SOURCE DATA Block Start

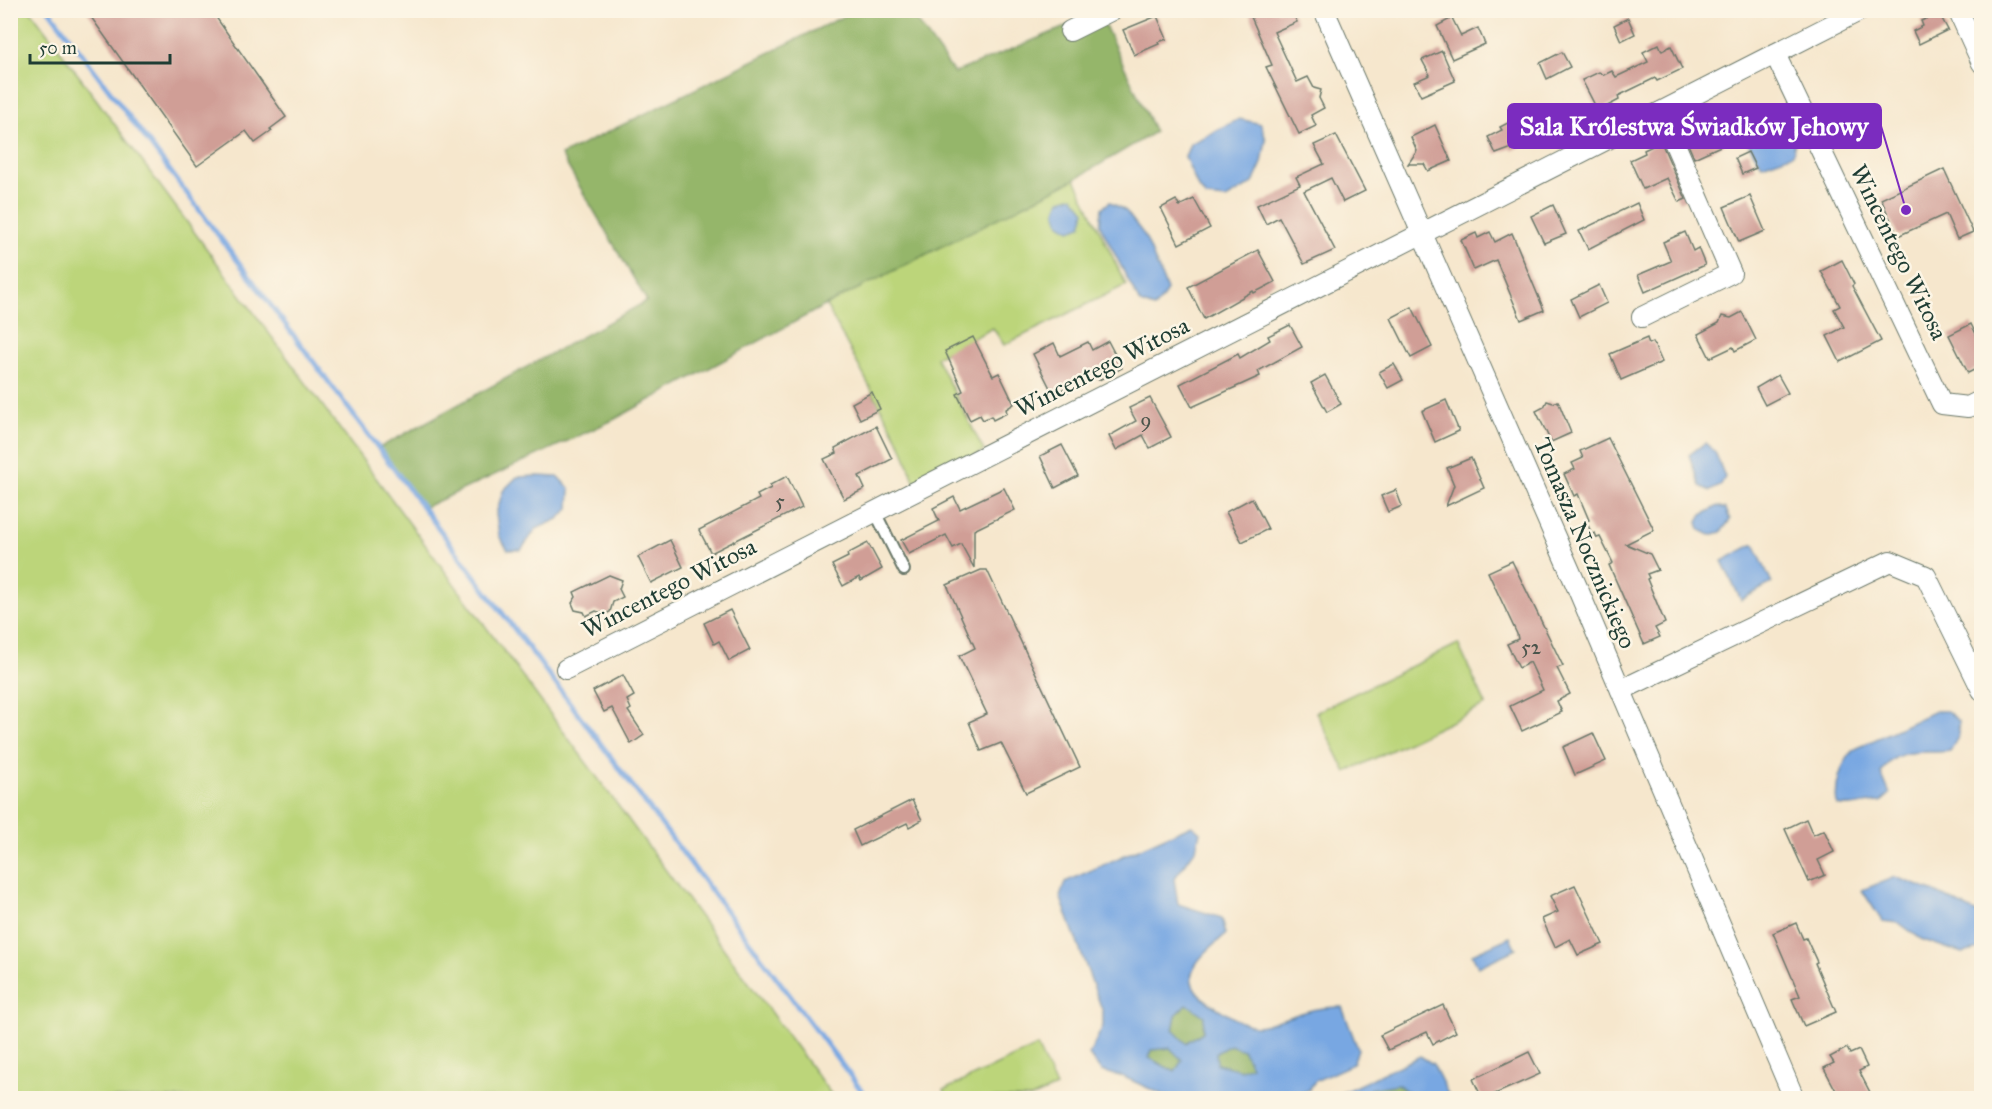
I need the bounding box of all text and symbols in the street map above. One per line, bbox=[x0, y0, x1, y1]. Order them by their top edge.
scale bar bbox=[30, 27, 170, 65]
text: 50 m bbox=[39, 37, 77, 59]
callout: Sala Królestwa Świadków Jehowy bbox=[1508, 104, 1881, 148]
text: Sala Królestwa Świadków Jehowy bbox=[1520, 110, 1870, 143]
street label: Wincentego Witosa bbox=[1844, 159, 1955, 345]
street label: Wincentego Witosa bbox=[1010, 310, 1195, 424]
house number: 9 bbox=[1140, 407, 1152, 433]
street label: Tomasza Nocznickiego bbox=[1527, 433, 1643, 653]
house number: 5 bbox=[775, 488, 785, 514]
street label: Wincentego Witosa bbox=[577, 531, 762, 645]
house number: 52 bbox=[1521, 634, 1542, 660]

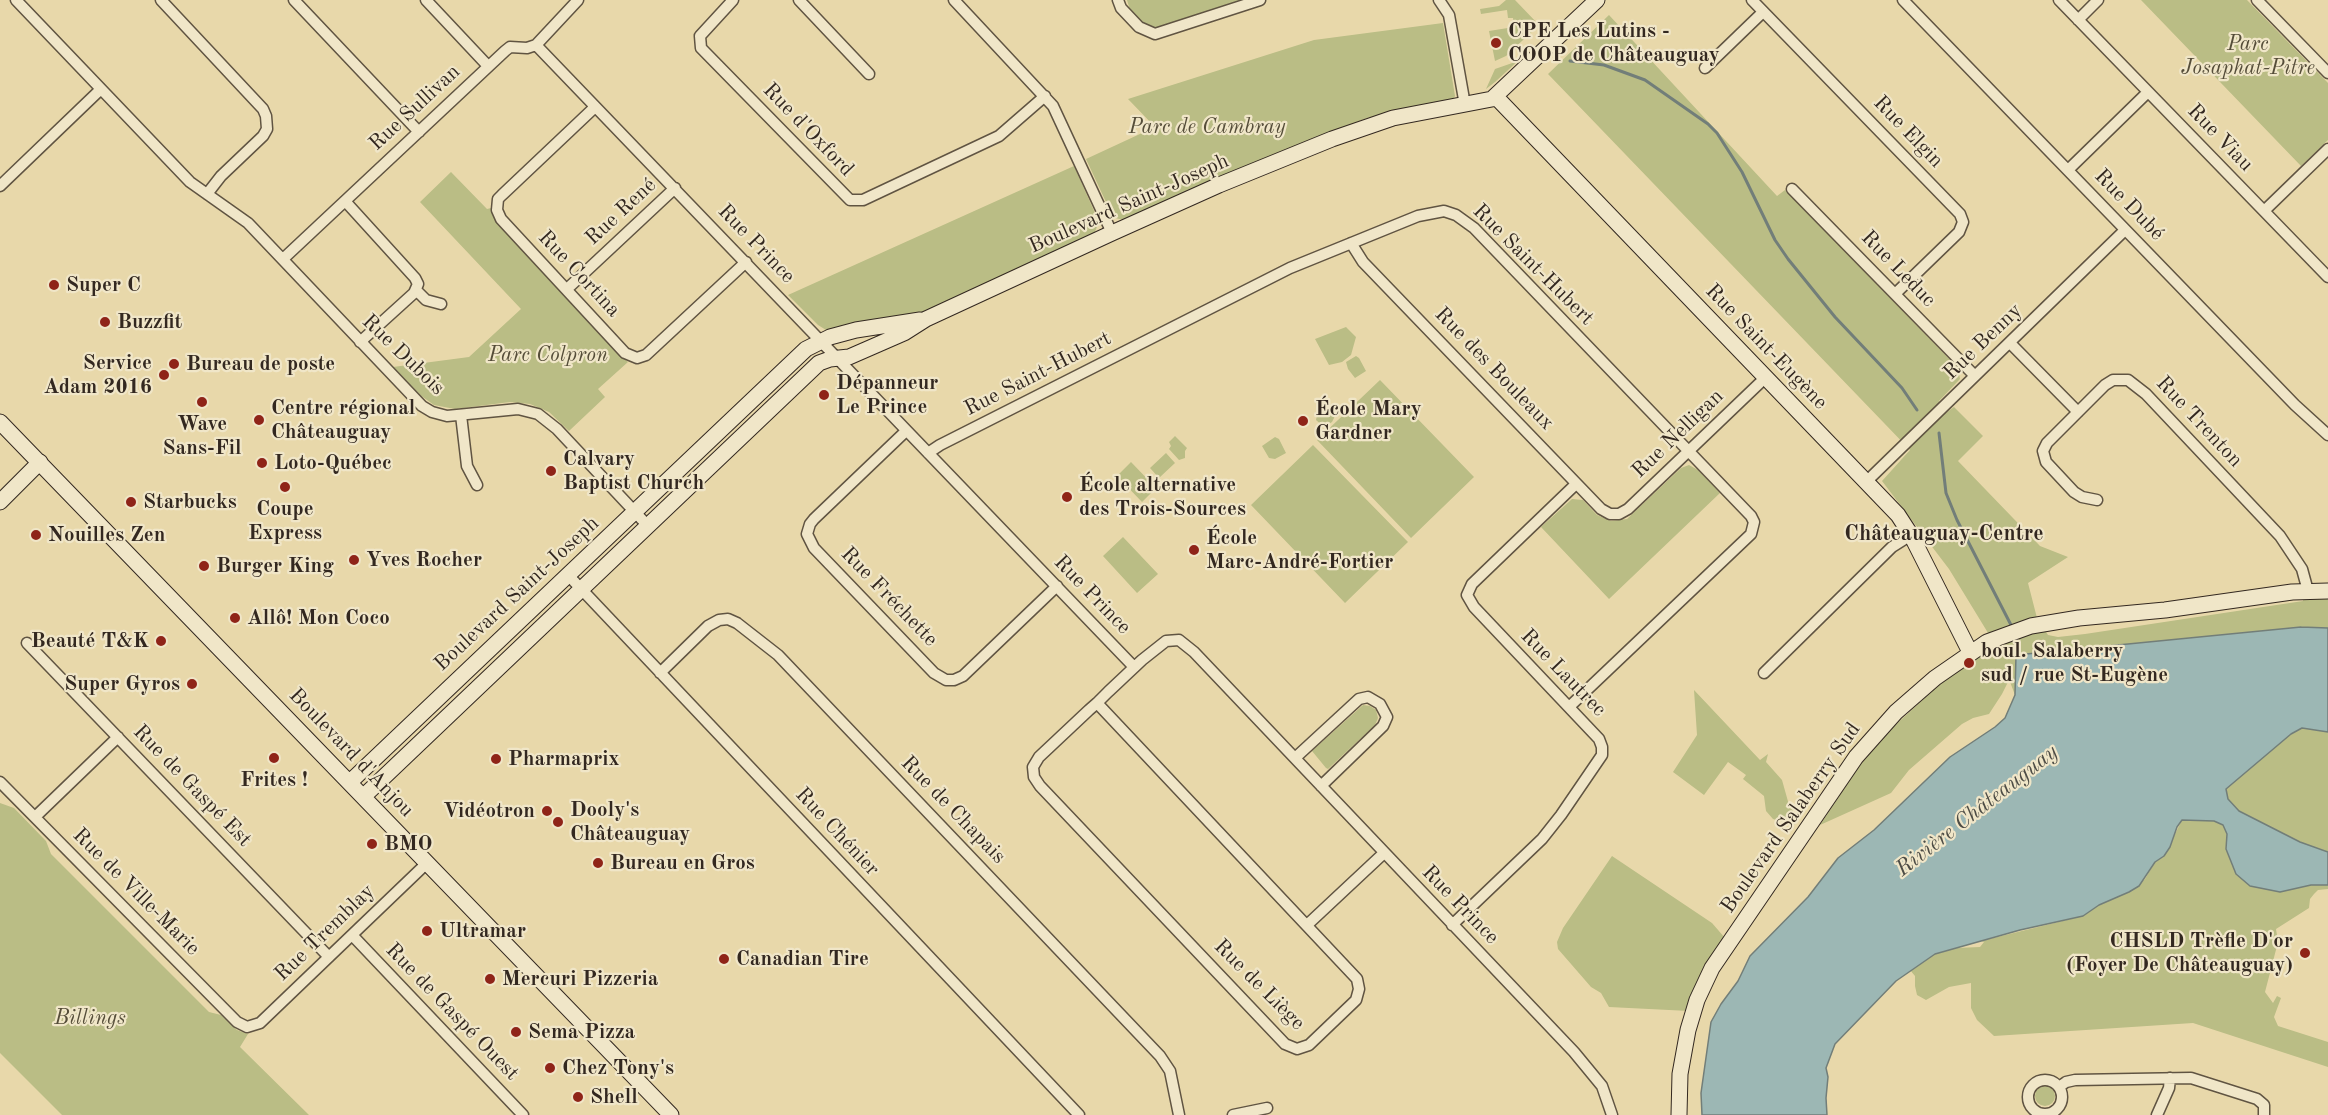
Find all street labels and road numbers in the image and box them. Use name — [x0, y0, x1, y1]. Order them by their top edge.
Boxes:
street label: Rue Sullivan — [364, 59, 466, 157]
street label: Rue d'Oxford — [757, 78, 859, 182]
street label: Rue Elgin — [1868, 91, 1948, 173]
street label: Rue Viau — [2182, 99, 2258, 177]
street label: Boulevard Saint-Joseph — [1025, 149, 1233, 259]
street label: Rue Dubé — [2089, 164, 2169, 246]
street label: Rue René — [580, 173, 662, 251]
street label: Rue Prince — [712, 199, 800, 289]
street label: Rue Saint-Hubert — [1467, 199, 1599, 331]
street label: Rue Cortina — [532, 225, 626, 323]
street label: Rue Leduc — [1855, 225, 1941, 313]
street label: Rue Saint-Eugène — [1700, 279, 1832, 415]
street label: Rue Benny — [1938, 298, 2028, 386]
street label: Rue des Bouleaux — [1429, 302, 1559, 436]
street label: Rue Dubois — [356, 309, 450, 401]
street label: Rue Saint-Hubert — [960, 326, 1116, 422]
street label: Rue Trenton — [2150, 371, 2248, 473]
street label: Rue Nelligan — [1627, 384, 1729, 484]
street label: Boulevard Saint-Joseph — [429, 511, 605, 677]
street label: Rue Fréchette — [835, 542, 943, 652]
street label: Rue Prince — [1048, 550, 1136, 640]
street label: Rue Lautrec — [1515, 624, 1611, 722]
street label: Boulevard d'Anjou — [283, 683, 419, 823]
street label: Boulevard Salaberry Sud — [1716, 718, 1866, 918]
street label: Rue de Gaspé Est — [127, 720, 257, 852]
street label: Rue de Chapais — [895, 751, 1011, 869]
street label: Rue Chénier — [790, 782, 884, 882]
street label: Rue de Ville-Marie — [67, 823, 205, 961]
street label: Rue Prince — [1416, 860, 1504, 950]
street label: Rue Tremblay — [270, 879, 380, 987]
street label: Rue de Liège — [1208, 934, 1310, 1036]
street label: Rue de Gaspé Ouest — [380, 938, 524, 1086]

SOURCE DATA Block End

> [TASK TO COMPLETE]:
Restate the entries verbatim and exclude any pictures.

> [EXERCISE RESPONSE]:
I need the bounding box of all text and symbols in the street map above. One per line, bbox=[x0, y0, x1, y1]. Order them by their top edge.
scale bar bbox=[30, 27, 170, 65]
text: 50 m bbox=[39, 37, 77, 59]
callout: Sala Królestwa Świadków Jehowy bbox=[1508, 104, 1881, 148]
text: Sala Królestwa Świadków Jehowy bbox=[1520, 110, 1870, 143]
street label: Wincentego Witosa bbox=[1844, 159, 1955, 345]
street label: Wincentego Witosa bbox=[1010, 310, 1195, 424]
house number: 9 bbox=[1140, 407, 1152, 433]
street label: Tomasza Nocznickiego bbox=[1527, 433, 1643, 653]
house number: 5 bbox=[775, 488, 785, 514]
street label: Wincentego Witosa bbox=[577, 531, 762, 645]
house number: 52 bbox=[1521, 634, 1542, 660]

Find all street labels and road numbers in the image and box them. Use name — [x0, y0, x1, y1]. Order them by their top edge.
Boxes:
street label: Rue Sullivan — [364, 59, 466, 157]
street label: Rue d'Oxford — [757, 78, 859, 182]
street label: Rue Elgin — [1868, 91, 1948, 173]
street label: Rue Viau — [2182, 99, 2258, 177]
street label: Boulevard Saint-Joseph — [1025, 149, 1233, 259]
street label: Rue Dubé — [2089, 164, 2169, 246]
street label: Rue René — [580, 173, 662, 251]
street label: Rue Prince — [712, 199, 800, 289]
street label: Rue Saint-Hubert — [1467, 199, 1599, 331]
street label: Rue Cortina — [532, 225, 626, 323]
street label: Rue Leduc — [1855, 225, 1941, 313]
street label: Rue Saint-Eugène — [1700, 279, 1832, 415]
street label: Rue Benny — [1938, 298, 2028, 386]
street label: Rue des Bouleaux — [1429, 302, 1559, 436]
street label: Rue Dubois — [356, 309, 450, 401]
street label: Rue Saint-Hubert — [960, 326, 1116, 422]
street label: Rue Trenton — [2150, 371, 2248, 473]
street label: Rue Nelligan — [1627, 384, 1729, 484]
street label: Boulevard Saint-Joseph — [429, 511, 605, 677]
street label: Rue Fréchette — [835, 542, 943, 652]
street label: Rue Prince — [1048, 550, 1136, 640]
street label: Rue Lautrec — [1515, 624, 1611, 722]
street label: Boulevard d'Anjou — [283, 683, 419, 823]
street label: Boulevard Salaberry Sud — [1716, 718, 1866, 918]
street label: Rue de Gaspé Est — [127, 720, 257, 852]
street label: Rue de Chapais — [895, 751, 1011, 869]
street label: Rue Chénier — [790, 782, 884, 882]
street label: Rue de Ville-Marie — [67, 823, 205, 961]
street label: Rue Prince — [1416, 860, 1504, 950]
street label: Rue Tremblay — [270, 879, 380, 987]
street label: Rue de Liège — [1208, 934, 1310, 1036]
street label: Rue de Gaspé Ouest — [380, 938, 524, 1086]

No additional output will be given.